Carry none of the pictures over; write out the complete data exactly.

******************************

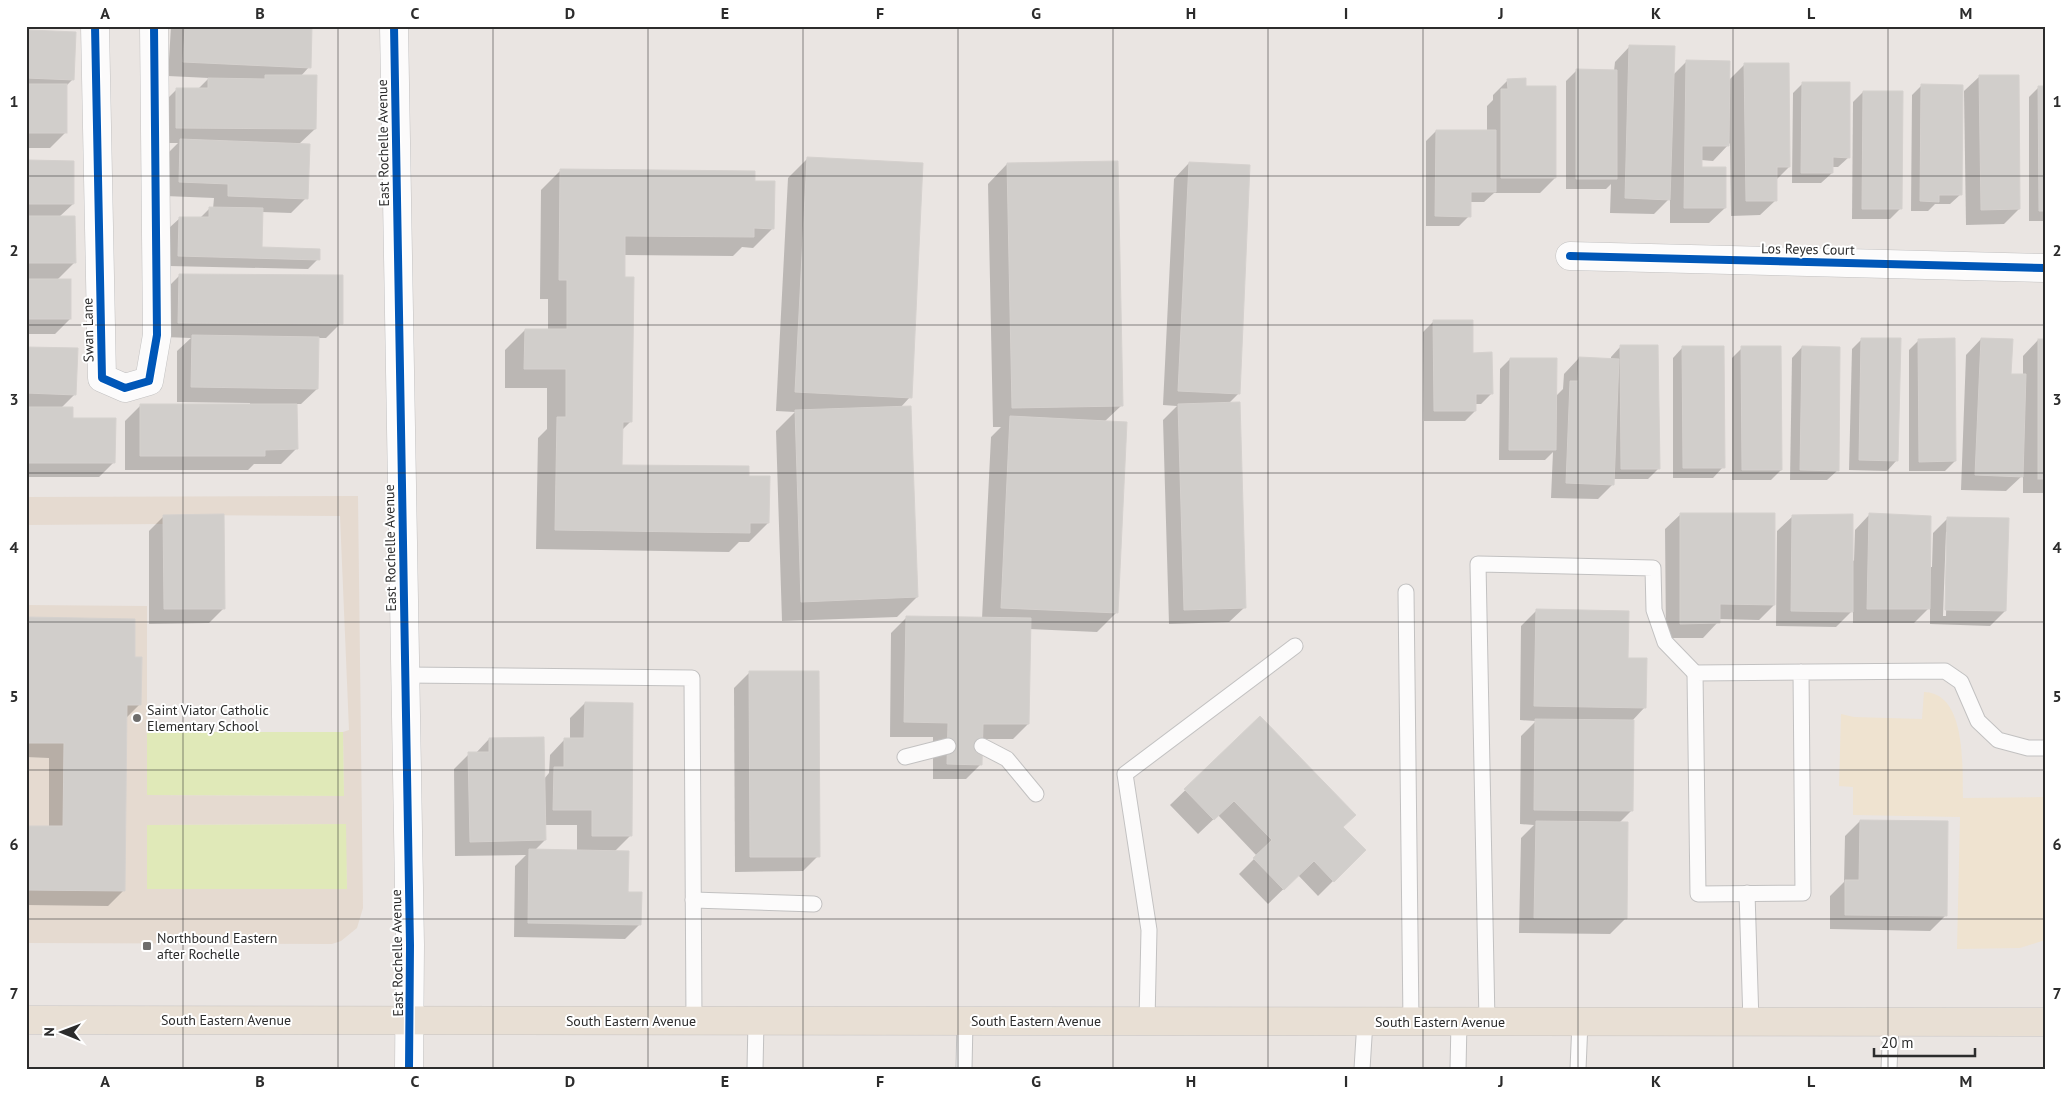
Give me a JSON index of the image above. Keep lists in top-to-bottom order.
{
  "streets": {
    "main road": ["South Eastern Avenue"],
    "street": ["East Rochelle Avenue", "Los Reyes Court", "Swan Lane"]
  },
  "crossings": [
    ["East Rochelle Avenue", "South Eastern Avenue"]
  ],
  "places": {
    "other": ["Saint Viator Catholic Elementary School"],
    "transit": ["Northbound Eastern after Rochelle"]
  },
  "scale_bar": "20 m",
  "north": "left",
  "grid": {
    "columns": [
      "A",
      "B",
      "C",
      "D",
      "E",
      "F",
      "G",
      "H",
      "I",
      "J",
      "K",
      "L",
      "M"
    ],
    "rows": [
      "1",
      "2",
      "3",
      "4",
      "5",
      "6",
      "7"
    ]
  }
}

******************************

## RESPONSE
Give me a JSON index of the image above. Keep lists in top-to-bottom order.
{
  "streets": {
    "main road": ["South Eastern Avenue"],
    "street": ["East Rochelle Avenue", "Los Reyes Court", "Swan Lane"]
  },
  "crossings": [
    ["East Rochelle Avenue", "South Eastern Avenue"]
  ],
  "places": {
    "other": ["Saint Viator Catholic Elementary School"],
    "transit": ["Northbound Eastern after Rochelle"]
  },
  "scale_bar": "20 m",
  "north": "left",
  "grid": {
    "columns": [
      "A",
      "B",
      "C",
      "D",
      "E",
      "F",
      "G",
      "H",
      "I",
      "J",
      "K",
      "L",
      "M"
    ],
    "rows": [
      "1",
      "2",
      "3",
      "4",
      "5",
      "6",
      "7"
    ]
  }
}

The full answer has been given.